Splits and passes, sister to
The brown arc
Of the neck I cannot catch,


But the process is interrupted as she can’t get a hold of the horse…

Nigger-eye
Berries cast dark
Hooks—

Black sweet blood mouthfuls,


A jerk backwards: the world of sensory experience catches her and delineates her small self again.


Shadows.
And then,
Something else
Hauls me through air—


Now, the seeming solidity of the world becomes less concrete; it begins to be felt—a taste of the
oneness she yearns for. She is being called back. She struggles to find words for it.

Thighs, hair;
Flakes from my heels.

The boundary between the narrator and her body starts loosening. She sheds her physical form.

White
Godiva, I unpeel—
Dead hands, dead stringencies.


She sheds her memories and responsibilities, until she feels herself to be the 11th century Lady
Godiva who, naked upon her horse, rode through the crowds. Here too is the colour opposite of
those black, hooking berries.

And now I
Foam to wheat, a glitter of seas.


The boundary between herself and world breaks up. She takes a step closer to the dissolution of
subject-object as she becomes the powerful verbs, the movement.

The child’s cry

Melts in the wall.


Now she sheds too her children (they were aged three and one when she wrote this) and/or her
internal child,

And I
Am the arrow,
The dew that flies
Suicidal, at one with the drive
Into the red


Eye, the cauldron of morning.

And, the finale. After black and white, comes red. She becomes one with all.

I take the book down: beautiful! Contextually, we know that Sylvia often sought to be free of her
suffering through riding. Here she’s liberating herself through the act of writing about her narrator
on horseback. And she’s taken me there too.

But, if that’s the case, why then, not that long afterwards, did she kill herself? Since childhood
she’d idealised ‘eternal oblivion’ as a solution to her anguish. In the end, it won out. Is that the
action of someone who knows their true nature?

Sylvia’s sense of a separate self spent its whole short life trying to write its way to freedom. (Her
use of the name Ariel in this poem not only alludes to her horse, but also to the air-spirit Ariel in
Shakespeare’s The Tempest. For him, freedom from servitude came at the end of the play.)
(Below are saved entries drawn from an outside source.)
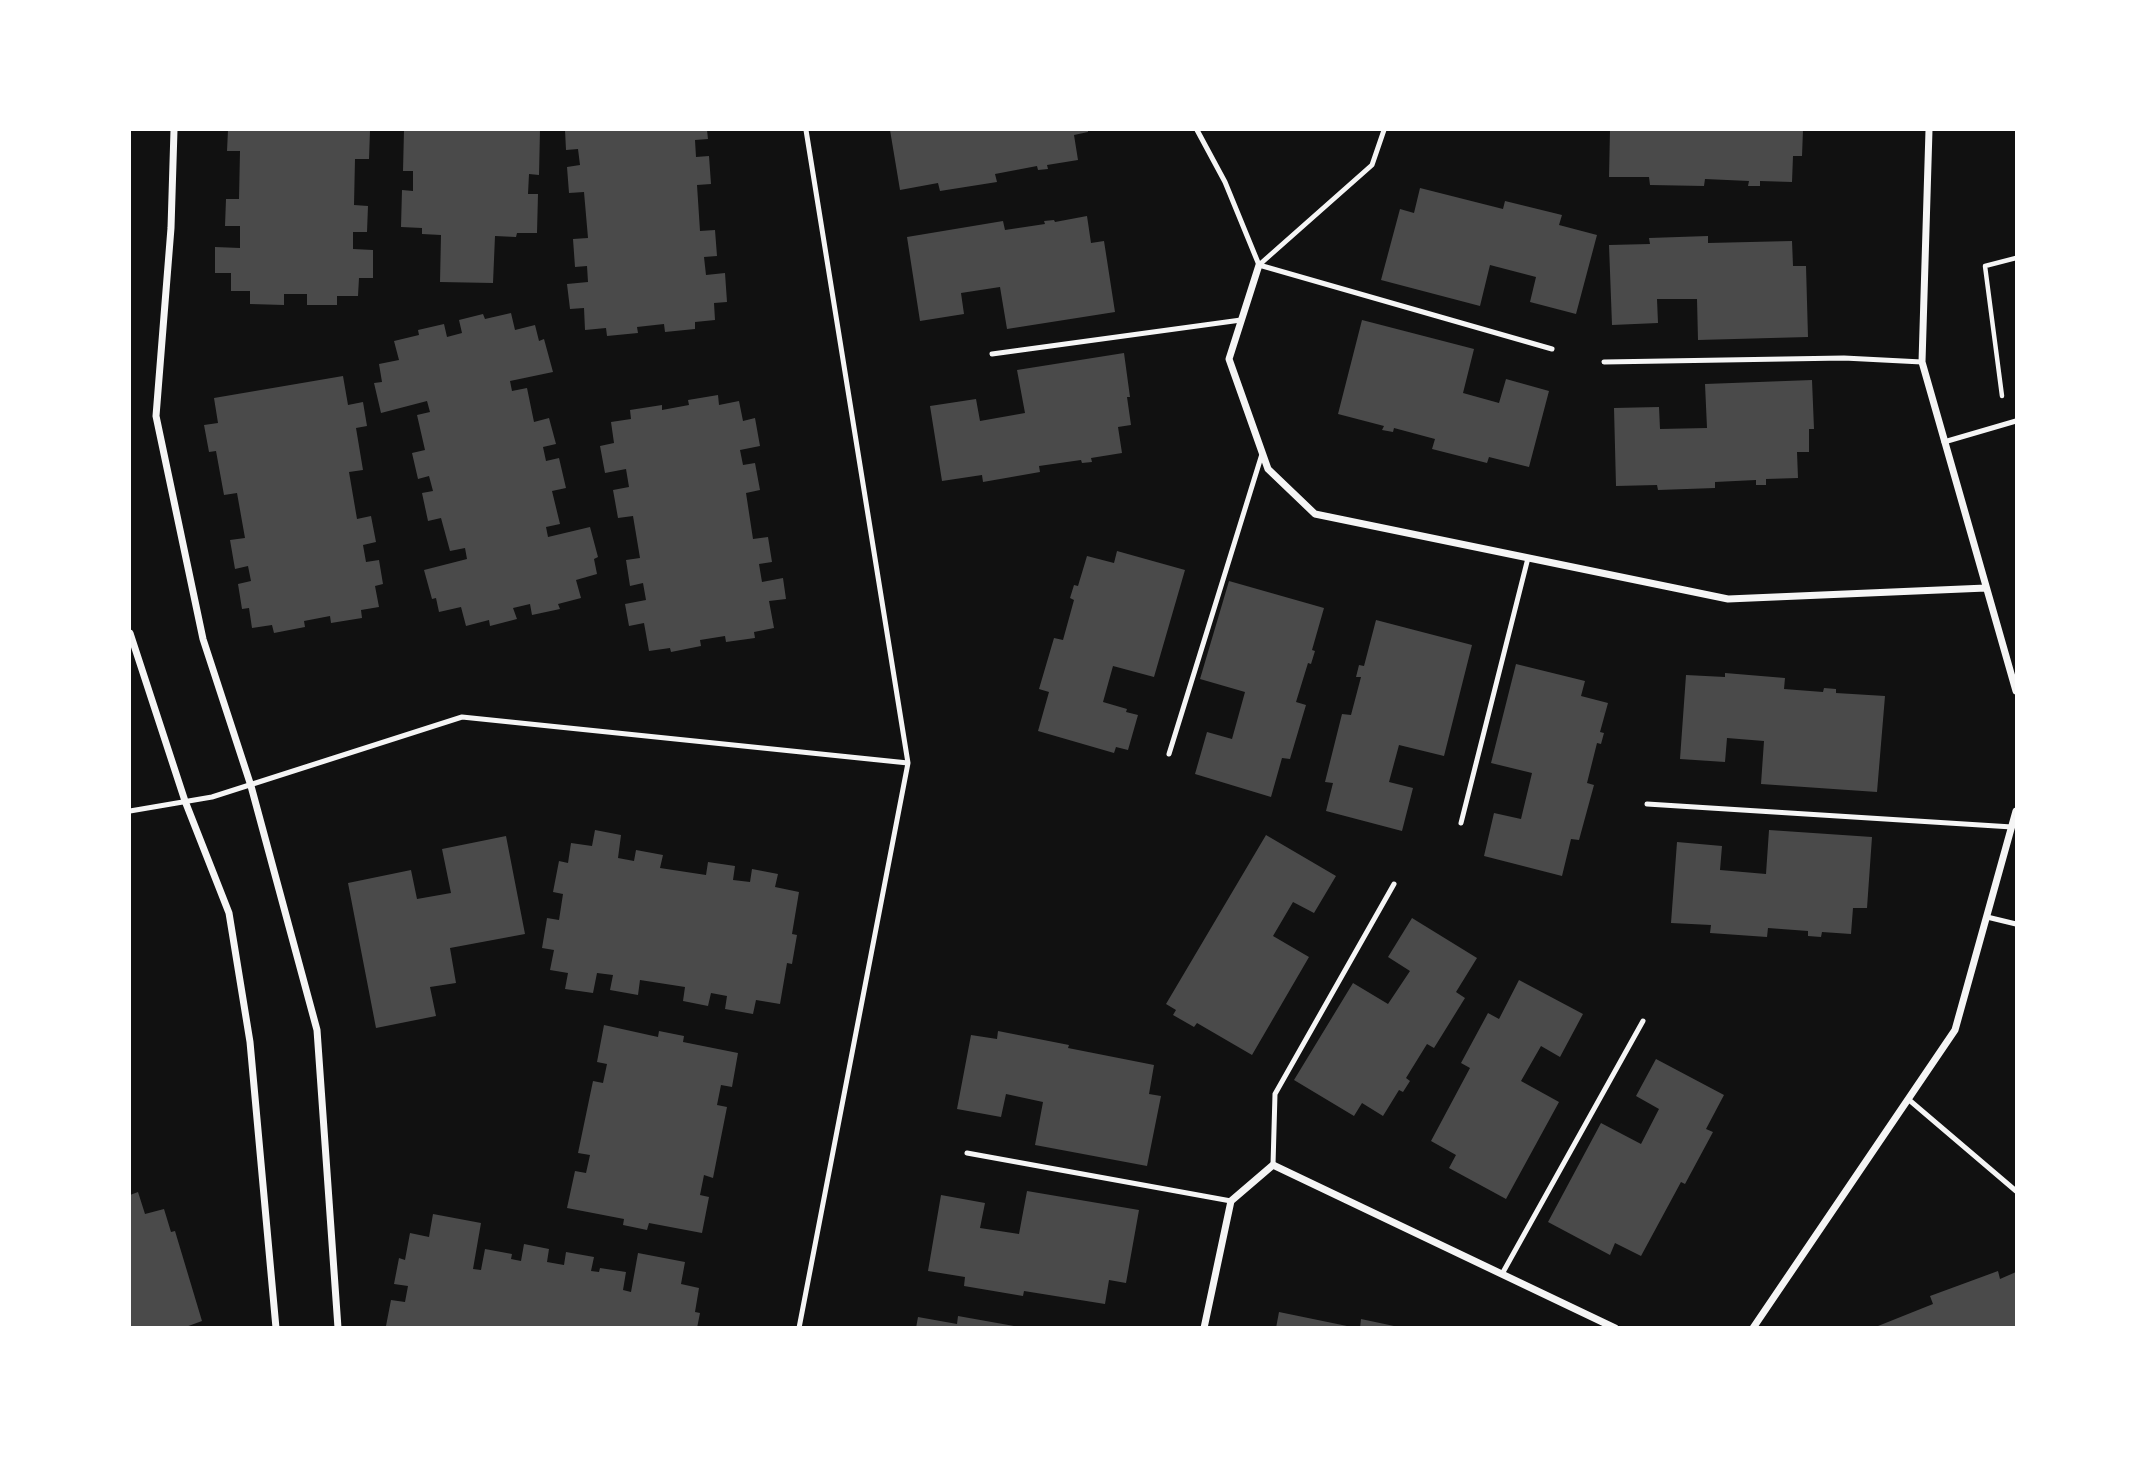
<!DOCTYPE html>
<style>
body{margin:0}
#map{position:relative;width:2146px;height:1457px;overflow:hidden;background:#111;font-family:"Roboto Serif",serif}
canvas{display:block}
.frame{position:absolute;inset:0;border:131px solid #fff;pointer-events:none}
</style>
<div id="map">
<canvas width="2146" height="1457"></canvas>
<div class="frame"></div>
</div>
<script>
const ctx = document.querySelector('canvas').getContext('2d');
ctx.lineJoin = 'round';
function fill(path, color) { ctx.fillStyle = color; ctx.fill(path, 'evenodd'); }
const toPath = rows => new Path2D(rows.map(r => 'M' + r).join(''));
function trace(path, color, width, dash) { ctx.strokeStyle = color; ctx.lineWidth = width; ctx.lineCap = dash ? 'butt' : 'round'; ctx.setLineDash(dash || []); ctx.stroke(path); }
const building = toPath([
 [228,130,370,131,369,159,355,159,354,205,368,206,367,232,353,232,353,249,373,250,373,278,359,278,358,296,337,296,337,305,307,305,307,294,284,294,284,305,250,304,250,291,231,291,231,273,215,273,215,247,240,248,240,226,225,226,226,199,239,199,240,151,227,151],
 [404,130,540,130,539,175,529,174,528,194,538,194,537,233,517,233,516,237,495,236,493,283,440,282,441,235,422,234,422,228,401,227,402,190,413,191,413,171,403,171],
 [565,130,707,130,708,139,695,140,696,157,709,156,711,184,697,185,700,231,715,230,717,256,704,257,706,275,725,273,727,302,714,303,715,320,695,322,695,329,665,332,664,324,637,327,638,333,607,336,606,328,585,330,584,308,570,309,567,284,588,282,587,266,575,267,573,239,588,238,584,192,569,193,567,167,580,165,578,149,566,150],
 [890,130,1088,130,1088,132,1074,135,1078,160,1047,165,1048,169,1038,170,1037,166,995,174,997,182,940,191,938,183,900,190],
 [1610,130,1803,130,1802,156,1793,156,1792,182,1760,181,1760,186,1748,186,1749,181,1705,179,1704,186,1650,185,1649,177,1609,177],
 [1420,188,1503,209,1505,201,1562,215,1559,225,1597,235,1576,314,1530,302,1536,277,1490,265,1480,306,1381,280,1400,209,1414,213],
 [1087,216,1091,243,1104,241,1115,312,1007,329,1000,287,961,293,964,314,920,321,907,237,1003,221,1005,230,1045,224,1044,221,1054,220,1055,222],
 [1708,236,1708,243,1792,241,1793,266,1806,266,1808,337,1698,340,1697,299,1657,299,1658,323,1612,325,1609,245,1650,244,1649,238],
 [511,313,515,330,535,325,539,341,544,339,553,372,510,381,512,391,527,388,534,422,549,418,556,444,543,447,546,461,559,458,566,488,552,491,560,524,546,527,548,537,590,527,598,557,594,559,597,574,576,580,581,598,558,604,560,609,532,615,530,604,513,608,517,619,490,626,489,620,466,626,461,607,439,612,436,598,432,599,424,570,467,559,465,548,450,551,441,518,428,521,422,493,433,491,429,476,418,479,412,453,425,450,417,415,430,412,427,401,381,413,374,383,382,382,379,364,399,360,394,341,419,335,418,330,444,324,447,337,462,333,459,320,483,314,485,319],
 [1362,320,1474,349,1463,393,1499,403,1506,379,1549,391,1529,467,1489,457,1487,463,1432,449,1435,439,1394,428,1393,432,1382,430,1384,426,1338,414],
 [1124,353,1130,397,1127,397,1131,425,1118,427,1122,453,1091,458,1092,462,1082,463,1081,460,1039,466,1040,472,983,482,982,475,942,481,930,406,976,399,980,421,1025,413,1017,370],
 [343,376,348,405,363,402,367,426,356,428,363,470,349,472,357,519,371,516,376,542,363,545,366,562,379,560,383,584,375,586,379,607,361,610,362,618,331,623,330,616,304,621,305,627,274,633,272,625,252,628,249,608,242,609,238,584,251,581,248,566,235,569,230,540,245,538,237,493,224,495,216,451,209,452,204,425,218,423,214,398],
 [1812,380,1814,429,1809,429,1809,452,1797,452,1798,478,1766,479,1766,485,1756,485,1756,480,1715,482,1715,488,1658,490,1657,485,1616,486,1614,408,1659,407,1660,429,1707,428,1705,384],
 [718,395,719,405,739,401,743,421,755,418,760,446,740,450,743,465,755,463,760,490,746,493,753,539,768,537,772,562,759,564,762,582,783,578,786,599,769,601,774,628,754,632,755,638,726,642,725,636,700,640,701,646,671,652,670,648,649,651,644,623,629,626,625,604,646,600,643,583,630,586,626,560,640,558,633,516,618,518,613,490,629,487,626,469,605,473,600,446,614,443,611,422,631,419,630,410,662,405,662,410,689,405,688,400],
 [1117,551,1185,570,1154,677,1113,666,1103,702,1127,709,1126,712,1138,715,1128,750,1116,747,1114,753,1038,731,1049,692,1039,689,1054,638,1063,640,1074,600,1070,598,1074,585,1078,586,1087,556,1114,563],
 [1229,581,1324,608,1312,650,1315,651,1311,664,1308,663,1296,702,1306,705,1290,759,1282,758,1271,797,1195,774,1207,732,1232,739,1245,692,1200,679],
 [1376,620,1472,645,1444,756,1399,745,1389,782,1413,788,1402,831,1326,811,1333,783,1325,782,1342,714,1351,715,1361,677,1356,677,1359,665,1364,666],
 [1516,664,1585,681,1581,696,1608,703,1600,732,1604,733,1601,744,1597,743,1587,783,1594,785,1579,840,1571,839,1562,876,1484,856,1494,813,1521,819,1532,773,1491,763],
 [1725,673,1785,678,1784,689,1823,692,1824,688,1836,689,1836,693,1885,696,1877,792,1761,784,1764,741,1727,738,1725,762,1680,759,1686,675,1725,677],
 [595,830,621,835,618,858,634,861,636,850,663,855,660,868,706,875,708,862,735,866,733,880,750,882,752,869,778,874,775,887,799,892,792,934,797,935,792,964,787,963,780,1004,756,1000,753,1014,725,1009,727,996,711,993,708,1006,683,1001,685,987,640,980,638,995,610,990,613,975,597,973,593,993,565,989,568,973,550,970,554,950,542,948,547,918,559,920,563,894,553,892,559,861,568,863,571,843,592,846],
 [1769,830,1872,837,1867,908,1853,908,1851,934,1822,932,1821,937,1808,936,1808,931,1768,928,1767,937,1710,933,1711,925,1671,923,1677,842,1722,846,1720,870,1766,874],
 [1266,835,1336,876,1314,913,1293,902,1273,936,1309,957,1252,1055,1197,1023,1194,1027,1173,1015,1176,1010,1166,1004],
 [506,836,525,934,450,948,456,983,430,987,436,1016,376,1028,348,883,411,870,417,899,451,893,442,849],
 [1412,918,1477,958,1456,992,1465,998,1434,1048,1427,1044,1406,1078,1410,1081,1403,1092,1399,1090,1383,1116,1362,1103,1354,1116,1294,1080,1353,983,1388,1004,1410,971,1388,957],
 [1519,980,1583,1014,1560,1057,1541,1046,1521,1081,1559,1102,1506,1199,1449,1168,1456,1155,1431,1141,1470,1068,1461,1063,1488,1013,1499,1019],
 [604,1025,658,1037,659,1031,684,1036,683,1042,738,1053,732,1087,721,1085,717,1105,727,1107,713,1178,704,1175,700,1195,709,1197,702,1233,649,1223,647,1230,623,1225,624,1219,567,1208,575,1171,586,1173,590,1155,578,1153,593,1081,603,1083,607,1064,597,1062],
 [998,1031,1069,1045,1068,1048,1154,1065,1149,1094,1161,1096,1147,1166,1035,1145,1043,1102,1006,1094,1001,1117,957,1109,971,1035,997,1039],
 [1656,1059,1724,1095,1706,1129,1713,1132,1685,1184,1681,1182,1641,1256,1615,1243,1610,1255,1548,1222,1601,1123,1641,1144,1659,1109,1636,1096],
 [1027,1191,1139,1210,1126,1283,1109,1280,1105,1304,1024,1291,1023,1296,964,1286,965,1277,928,1271,941,1195,985,1203,980,1228,1019,1234],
 [138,1192,145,1214,164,1209,171,1232,175,1231,202,1321,183,1328,130,1328,130,1195],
 [433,1214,481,1223,473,1269,481,1270,485,1249,512,1254,511,1259,521,1261,524,1244,549,1249,547,1262,564,1265,566,1252,594,1257,591,1271,599,1272,600,1268,626,1272,623,1290,631,1292,638,1253,685,1262,681,1284,699,1288,695,1312,700,1313,697,1328,386,1326,391,1300,405,1302,408,1286,394,1284,399,1258,405,1260,410,1233,429,1237],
 [1998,1271,2000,1279,2016,1272,2016,1328,1873,1328,1933,1304,1930,1296],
 [1279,1312,1347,1326,1346,1328,1276,1328],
 [958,1316,1014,1326,1014,1328,916,1328,918,1317,957,1324],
 [1361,1319,1394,1326,1394,1328,1360,1328]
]);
const path = toPath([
 [2002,396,1985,266,2016,258]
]);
const service = toPath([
 [1197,130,1225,182,1259,265],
 [1259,265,1552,349],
 [1259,265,1372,165,1384,130],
 [992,354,1241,320],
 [1604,362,1844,358,1922,362],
 [1944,442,2016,421],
 [1169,754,1262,454],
 [1647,804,2012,827],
 [130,811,212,797,462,717,908,763],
 [1461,823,1528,558],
 [1987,917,2016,924],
 [1908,1099,2016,1191],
 [967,1153,1231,1201],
 [1273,1165,1275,1094,1394,884],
 [1502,1274,1643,1021],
 [799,1328,908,763,806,130]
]);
const minor = toPath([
 [174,130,171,228,156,416,203,639,251,786,317,1030,338,1328],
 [1929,130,1922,362,2016,691],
 [1259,265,1229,359,1268,469,1315,514,1728,599,1986,588],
 [130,633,185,801,229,913,250,1042,276,1328],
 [1204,1328,1231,1201,1273,1165,1615,1328],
 [1753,1328,1955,1030,2016,811]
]);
fill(building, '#4a4a4a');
trace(path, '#f5f5f5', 4.5);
trace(service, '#f5f5f5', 5);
trace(minor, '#f5f5f5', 7);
</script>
Word-crafting did a good job; it saved her life many times. I imagine each of her poems of as an
island of safety she managed to swim to. The fact that she lived another three months after writing
‘Ariel’ was a huge success rather than a failure; she was someone who’d fought suicidal despair 
for most of her life. (Today, the western mental health system would almost certainly label her as a
sufferer of Bipolar Disorder.)

My sense is that Sylvia had glimpses of, windows on to, her vast, limitless self, but that she could
never stay there. The reason she could never stay there was because she attributed those
moments of relief to the act of writing—to the objects that are those small ink marks on the page.

As a writer I know only too well how it can go: In an effort to get outside of duality, of concepts, we
can, ironically, just spend our lives banging our heads against them. The problem with words is
that we can only ever write about what’s inside them, so to speak. The more Plath described the
perceived sources of emotional pain, recorded her racing, dark thoughts and fantasised about
death, the more she embedded those narratives. In that situation, we’re all in danger of feeling
increasingly overwhelmed by the material. We can come to believe that we are fragile and the
content of our minds will shatter us. We forget who we truly are.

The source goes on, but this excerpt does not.